[ 
https://issues.apache.org/jira/browse/SPARK-38000?page=com.atlassian.jira.plugin.system.issuetabpanels:all-tabpanel
 ]

Hyukjin Kwon resolved SPARK-38000.
----------------------------------
    Resolution: Cannot Reproduce

> Sort node incorrectly removed from the optimized logical plan
> -------------------------------------------------------------
>
>                 Key: SPARK-38000
>                 URL: https://issues.apache.org/jira/browse/SPARK-38000
>             Project: Spark
>          Issue Type: Bug
>          Components: SQL
>    Affects Versions: 3.2.0
>         Environment: Tested on:
> Ubuntu 18.04.2 LTS
> OpenJDK 1.8.0_312 64-Bit Server VM (build 25.312-b07, mixed mode)

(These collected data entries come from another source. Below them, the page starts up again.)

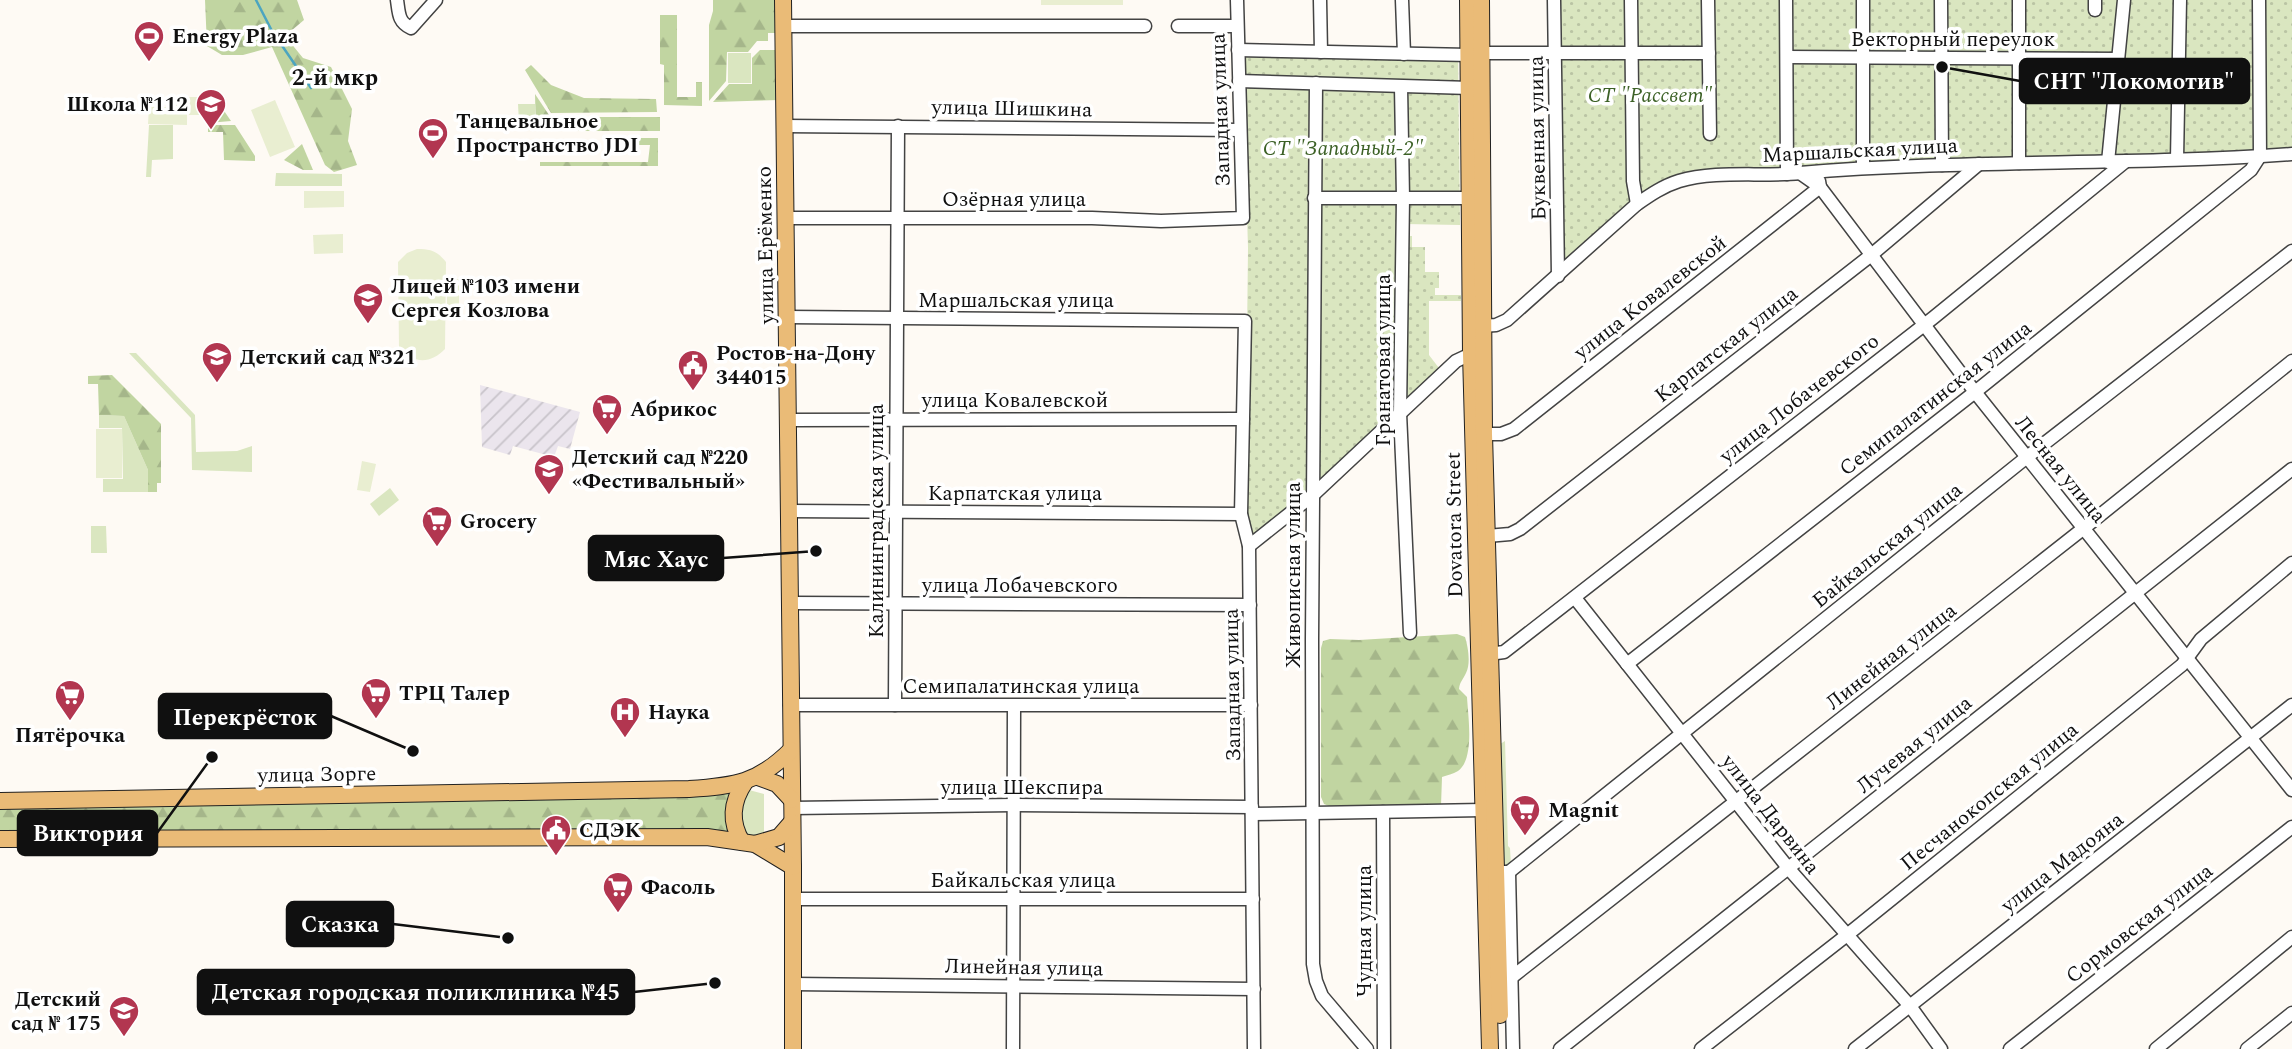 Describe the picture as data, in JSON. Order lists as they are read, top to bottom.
{
  "streets": {
    "main road": ["улица Ерёменко", "Dovatora Street", "улица Зорге"],
    "street": [
      "Векторный переулок",
      "улица Шишкина",
      "Западная улица",
      "Буквенная улица",
      "Маршальская улица",
      "Озёрная улица",
      "улица Ковалевской",
      "Карпатская улица",
      "Гранатовая улица",
      "улица Лобачевского",
      "Семипалатинская улица",
      "Лесная улица",
      "Калининградская улица",
      "Байкальская улица",
      "Живописная улица",
      "Линейная улица",
      "Лучевая улица",
      "улица Шекспира",
      "Песчанокопская улица",
      "улица Дарвина",
      "улица Мадояна",
      "Сормовская улица",
      "Чудная улица"
    ]
  },
  "crossings": [
    ["улица Шишкина", "Западная улица"],
    ["улица Шишкина", "улица Ерёменко"],
    ["улица Шишкина", "Калининградская улица"],
    ["Западная улица", "Маршальская улица"],
    ["Западная улица", "Озёрная улица"],
    ["Западная улица", "улица Ковалевской"],
    ["Западная улица", "Карпатская улица"],
    ["Западная улица", "улица Лобачевского"],
    ["Западная улица", "Семипалатинская улица"],
    ["Западная улица", "Байкальская улица"],
    ["Западная улица", "Линейная улица"],
    ["Западная улица", "улица Шекспира"],
    ["Буквенная улица", "Маршальская улица"],
    ["Маршальская улица", "улица Ерёменко"],
    ["Маршальская улица", "Карпатская улица"],
    ["Маршальская улица", "улица Лобачевского"],
    ["Маршальская улица", "Семипалатинская улица"],
    ["Маршальская улица", "Лесная улица"],
    ["Маршальская улица", "Калининградская улица"],
    ["Маршальская улица", "Dovatora Street"],
    ["Озёрная улица", "улица Ерёменко"],
    ["Озёрная улица", "Калининградская улица"],
    ["улица Ерёменко", "улица Ковалевской"],
    ["улица Ерёменко", "Карпатская улица"],
    ["улица Ерёменко", "улица Лобачевского"],
    ["улица Ерёменко", "Семипалатинская улица"],
    ["улица Ерёменко", "Байкальская улица"],
    ["улица Ерёменко", "Линейная улица"],
    ["улица Ерёменко", "улица Зорге"],
    ["улица Ерёменко", "улица Шекспира"],
    ["улица Ковалевской", "Лесная улица"],
    ["улица Ковалевской", "Калининградская улица"],
    ["улица Ковалевской", "Dovatora Street"],
    ["Карпатская улица", "Лесная улица"],
    ["Карпатская улица", "Калининградская улица"],
    ["Карпатская улица", "Dovatora Street"],
    ["улица Лобачевского", "Лесная улица"],
    ["улица Лобачевского", "Калининградская улица"],
    ["улица Лобачевского", "Dovatora Street"],
    ["улица Лобачевского", "улица Дарвина"],
    ["Семипалатинская улица", "Лесная улица"],
    ["Семипалатинская улица", "Калининградская улица"],
    ["Семипалатинская улица", "улица Дарвина"],
    ["Лесная улица", "Байкальская улица"],
    ["Лесная улица", "Линейная улица"],
    ["Лесная улица", "Лучевая улица"],
    ["Лесная улица", "Песчанокопская улица"],
    ["Лесная улица", "улица Мадояна"],
    ["Dovatora Street", "Байкальская улица"],
    ["Dovatora Street", "Линейная улица"],
    ["Dovatora Street", "улица Шекспира"],
    ["Байкальская улица", "улица Дарвина"],
    ["Живописная улица", "улица Шекспира"],
    ["Линейная улица", "улица Дарвина"],
    ["Лучевая улица", "улица Дарвина"],
    ["улица Зорге", "улица Шекспира"],
    ["улица Шекспира", "Чудная улица"],
    ["Песчанокопская улица", "улица Дарвина"],
    ["улица Дарвина", "улица Мадояна"]
  ],
  "districts": ["2-й мкр"],
  "parks": ["СТ \"Рассвет\"", "СТ \"Западный-2\""],
  "places": {
    "sports": ["Energy Plaza", "Танцевальное Пространство JDI"],
    "other": [
      "СНТ \"Локомотив\"",
      "Мяс Хаус",
      "Перекрёсток",
      "Виктория",
      "Сказка",
      "Детская городская поликлиника №45"
    ],
    "school or university": [
      "Школа №112",
      "Лицей №103 имени Сергея Козлова",
      "Детский сад №321",
      "Детский сад №220 «Фестивальный»",
      "Детский сад № 175"
    ],
    "public building": ["Ростов-на-Дону 344015", "СДЭК"],
    "supermarket": [
      "Абрикос",
      "Grocery",
      "ТРЦ Талер",
      "Пятёрочка",
      "Magnit",
      "Фасоль"
    ],
    "hospital": ["Наука"]
  }
}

>            Reporter: Antoine Wendlinger
>            Priority: Major
>              Labels: correctness
>
> When using a fairly involved combination of joins, windows, cache and 
> orderBy, the sorting phase disappears from the optimized logical plan and the 
> resulting dataframe is not sorted.
> You can find a reproduction of the bug in 
> [https://github.com/antoinewdg/spark-bug-report|http://example.com/].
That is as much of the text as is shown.